L’idée n’est pas la clé de tout qu’il faut protéger des copieurs. Le succès ne tient pas dans l’absolue originalité de l’idée mais dans la qualité de l’exécution. Nous sommes 6,5 milliards sur Terre, la probabilité d’avoir une idée que personne n’a eue auparavant est faible. A titre d’exemple, Youtube n’était pas du tout une création originale, et il y avait de nombreux réseaux comme Facebook au moment de sa création. Qui se rappelle d’Altavista, bien avant Google. Et Copernic ?

Non, plus que l’idée, c’est la vision qui compte. La capacité d’une personne à transformer une idée en une vision, qui deviendra une force de conviction, encourageant d’autres à la suivre, pour bâtir quelque chose. Donc ce n’est pas l’idée la clé, c’est ce qu’on en fait.

Mythe n°2: Le premier entrant, ou «First-Mover advantage»

L’un des mythes les plus fréquents est celui du «First-Mover advantage». Selon ce principe, le premier entrant sur un marché est celui qui rafle la mise. Ce qui conduit certaines start-up à accélérer le mouvement et à parfois lancer un produit ou service non encore pleinement satisfaisant ou opérationnel, juste pour être sur le marché les premiers. Lorsque l’on y pense un peu, au bout de 5 minutes nous sommes tous capables de faire une liste de produits ou services qui sont dominants sur un marché, sans avoir été les premiers entrants. Non ? Quid de Google, premier moteur de recherche ? Archos a lancé une tablette bien avant Apple.

S’imposer sur un marché est très complexe. Le mythe du «First-Mover advantage» est une simplification d’un mécanisme complexe. En effet, prendre l’avantage sur un marché dépend de la structure du marché, du type de concurrent, du comportement du consommateur, du niveau technologique, etc. Le «First-Mover advantage» est donc une simplification d’un mécanisme complexe, conduisant d’ailleurs à émergence du concept de «First-Mover disavantage» ; et à chaque étude démontrant que le «First-Mover advantage» était déterminant, une autre étude montre qu’il n’existe pas. N’est-ce pas cela, un mythe? Voici un lien vers un article qui détaille le raisonnement.

Mythe n°3: «La stratégie, c’est juste une question d’outils»

Le but des outils est d’identifier les menaces qui pèsent sur l’entreprise, et d’identifier les opportunités qui permettront de la transformer. Pour ce faire, il y a un très grand nombre d’outils.

Les outils et méthodes d’analyse stratégique, d’analyse de marché sont en fait des techniques de réduction de l’information.
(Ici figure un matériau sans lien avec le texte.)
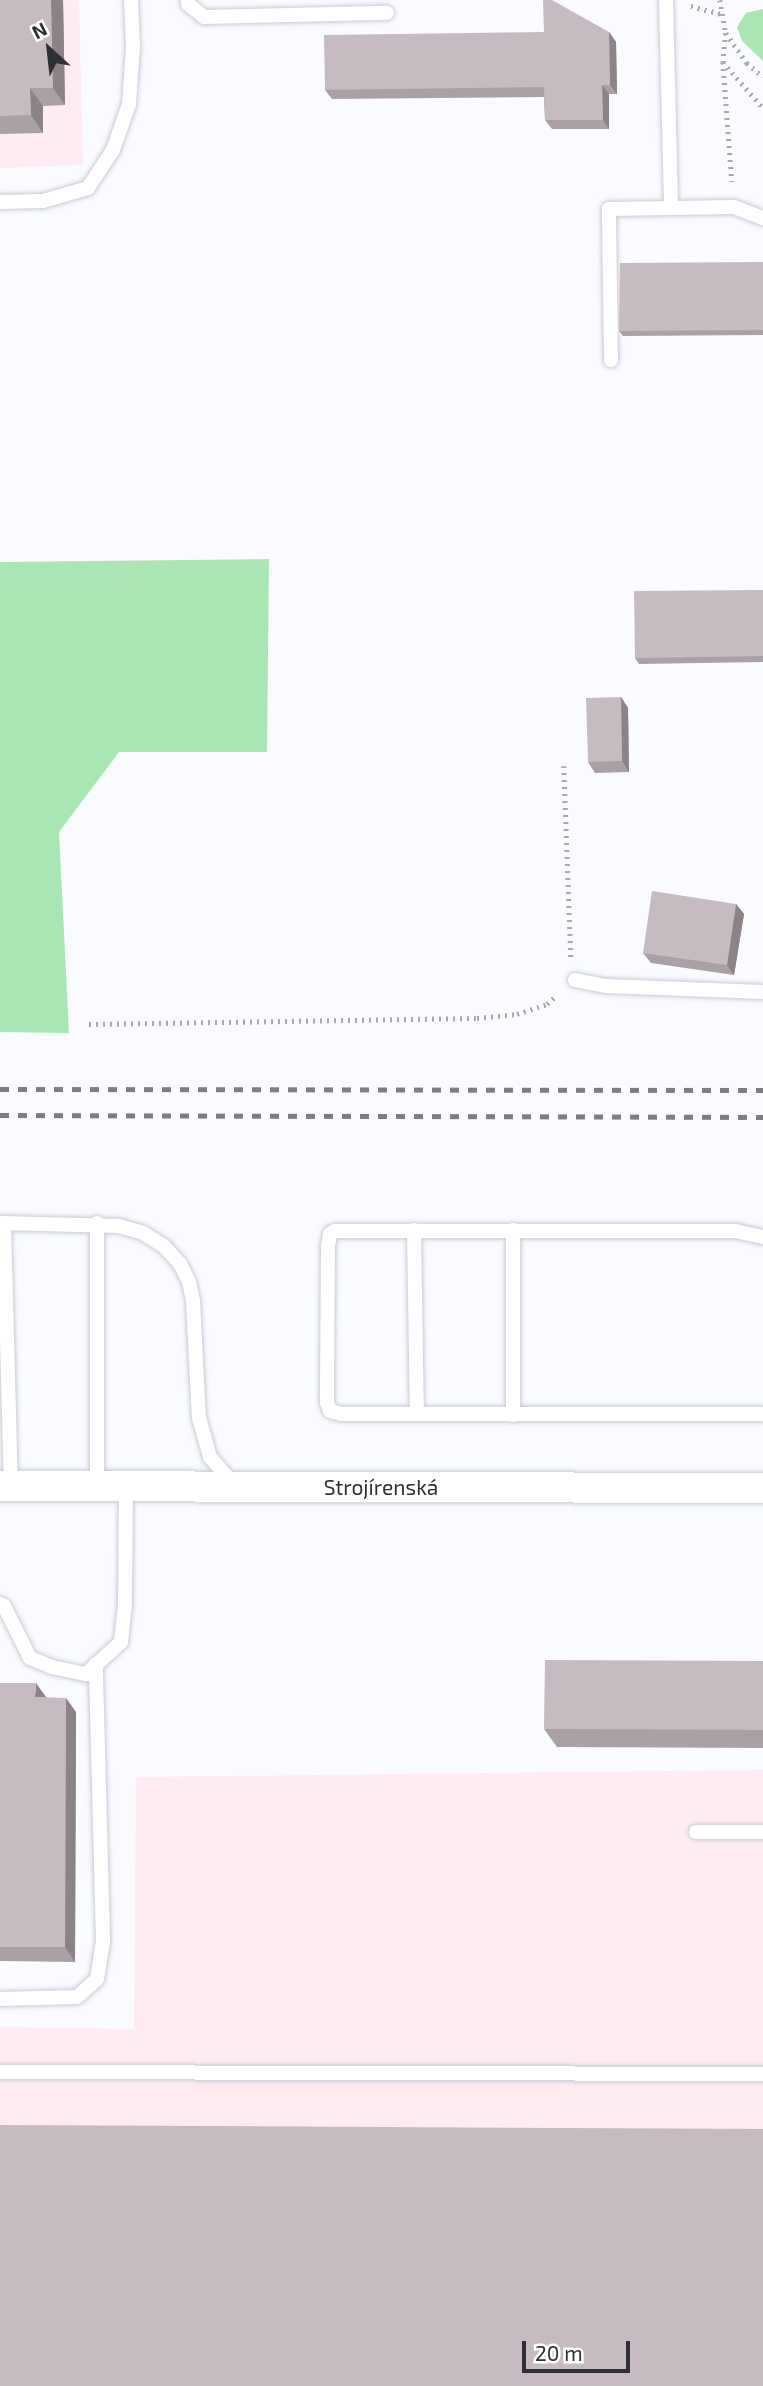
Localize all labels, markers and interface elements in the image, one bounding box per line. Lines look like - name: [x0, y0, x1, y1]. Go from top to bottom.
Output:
- north arrow: [14, 14, 84, 84]
- text: N: [28, 16, 51, 43]
- street label: Strojírenská: [324, 1474, 438, 1500]
- scale bar: [525, 2326, 634, 2370]
- text: 20 m: [535, 2340, 583, 2365]

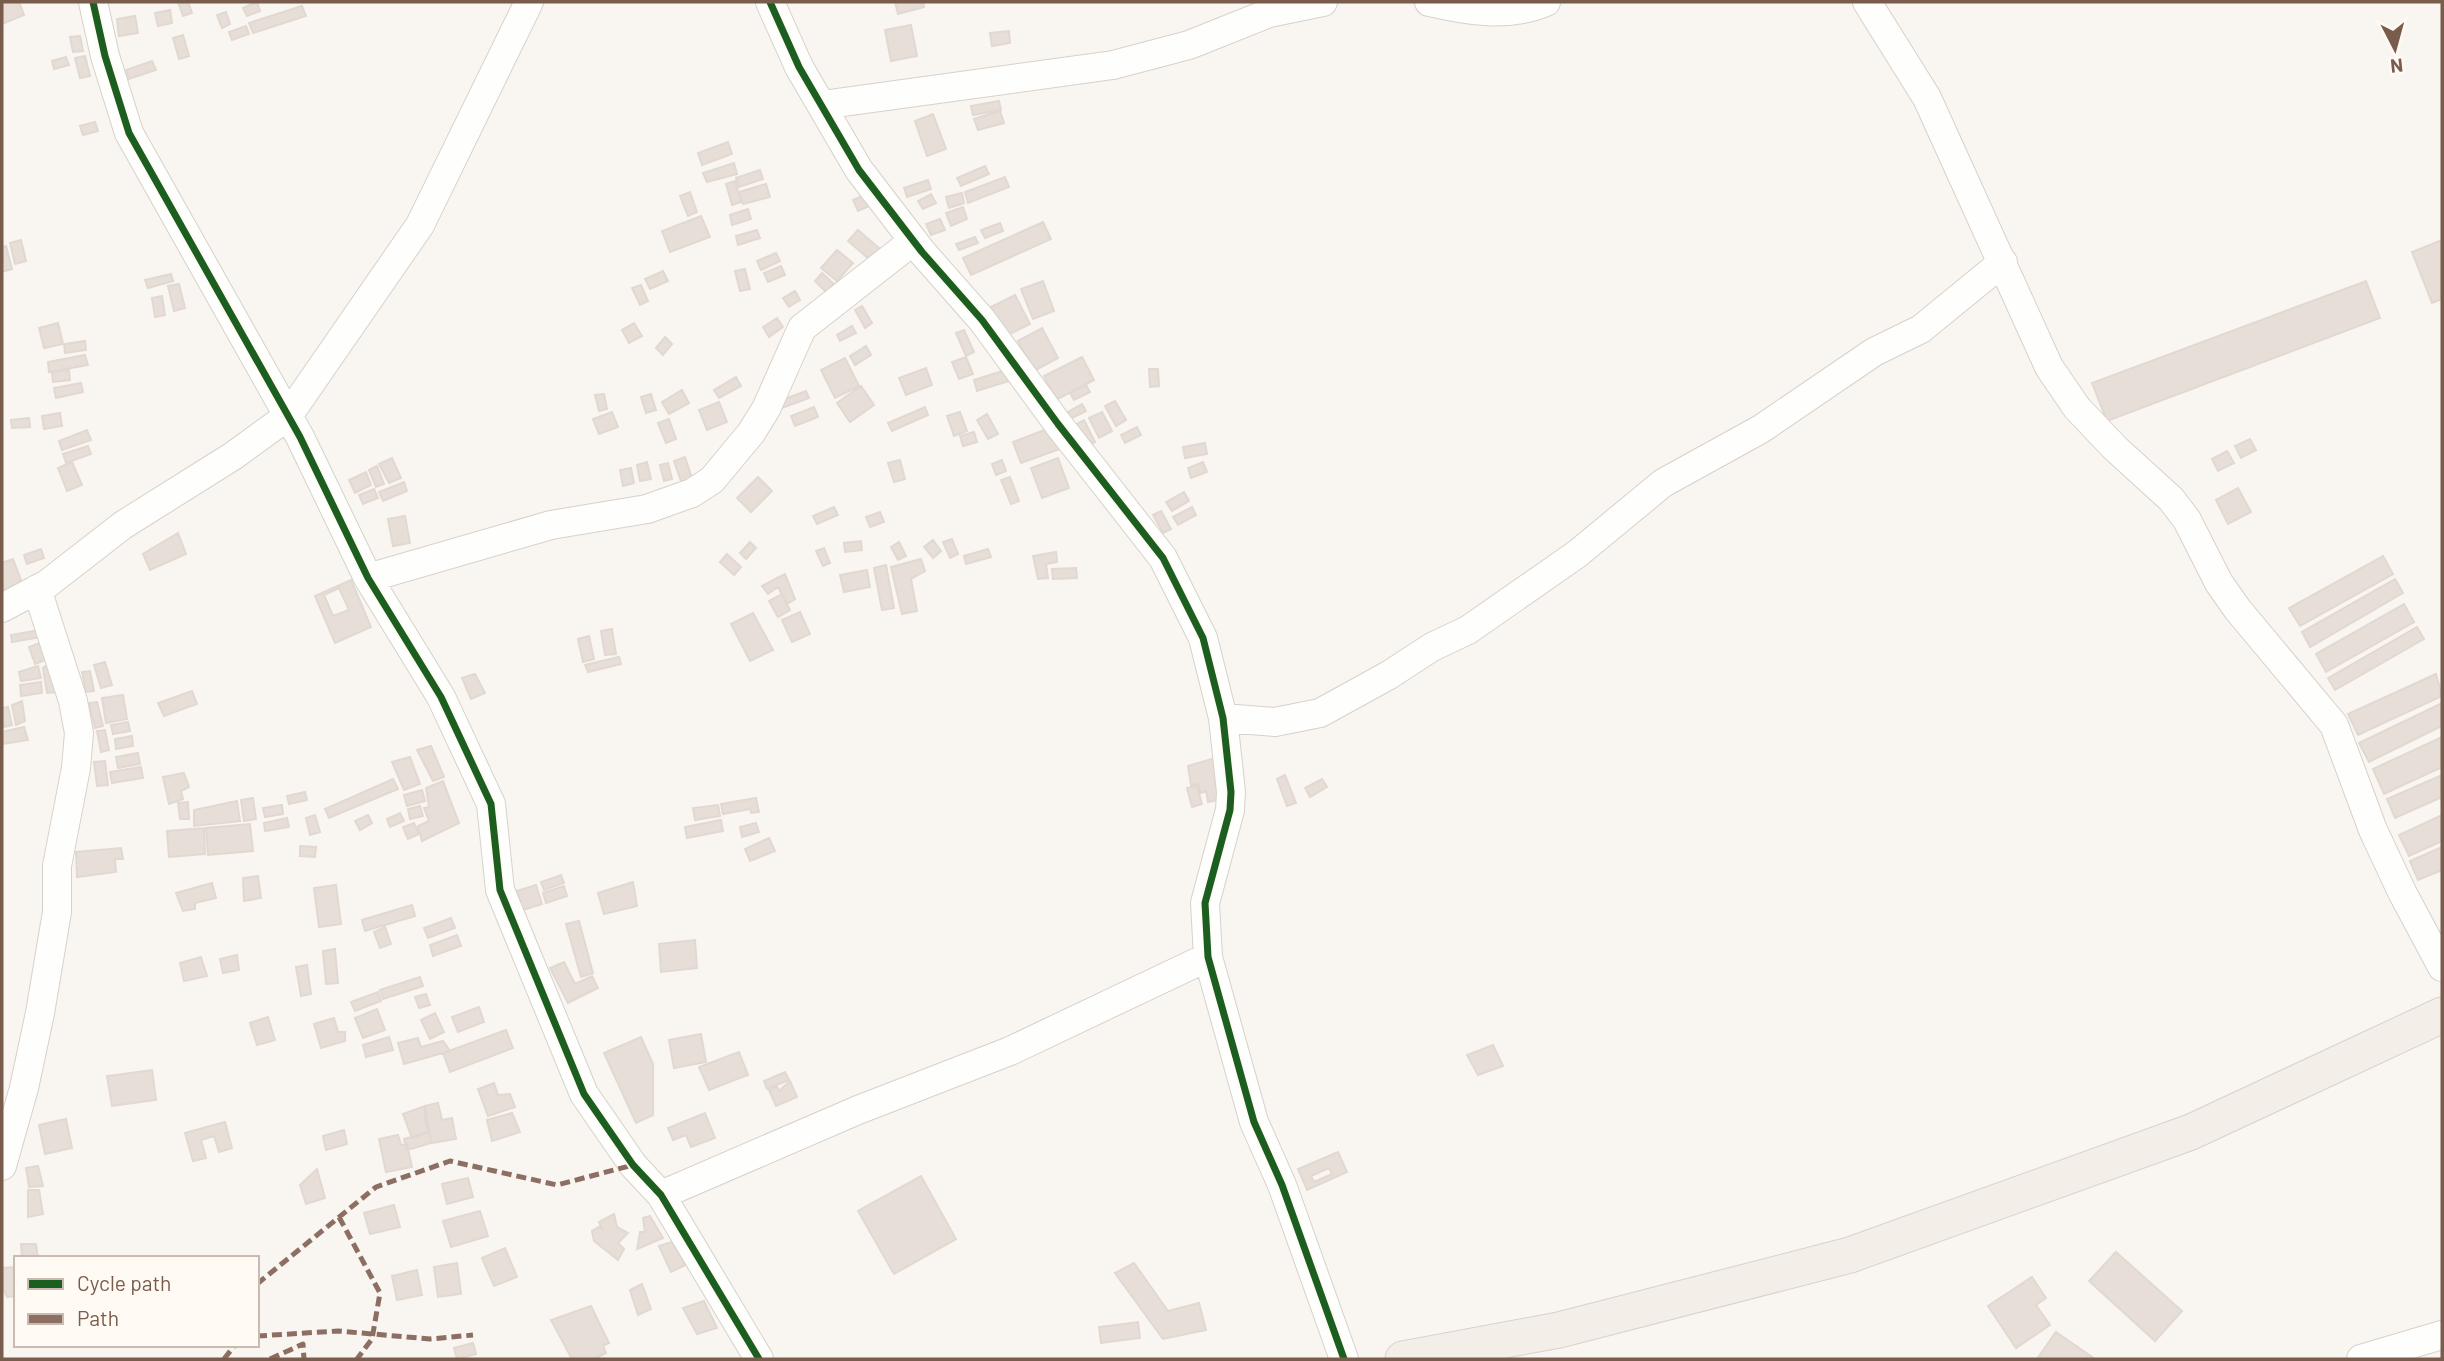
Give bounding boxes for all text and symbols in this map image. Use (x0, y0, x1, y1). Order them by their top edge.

Leur but est d’organiser et de permettre l’analyse d’informations extrêmement complexes de manière à les rendre compréhensibles et à permettre la prise de décision. Cependant, il est en même temps extrêmement critique d’éviter la sur-simplification. Attention à ne pas faire rentrer une situation complexe et dynamique dans un framework simple, et d’en extraire des informations sur-simplifiées qui perdent du même coup toute leur richesse, et ne permettent plus de prendre des décisions stratégiques pertinentes. La clé est donc de trouver un équilibre et d’éviter les deux principaux pièges dans lesquels on peut tomber.

  1. L’emploi des outils d’analyse stratégique doit vous permettre de regarder dans le passé, afin de construire une projection de ce que votre business sera dans le futur.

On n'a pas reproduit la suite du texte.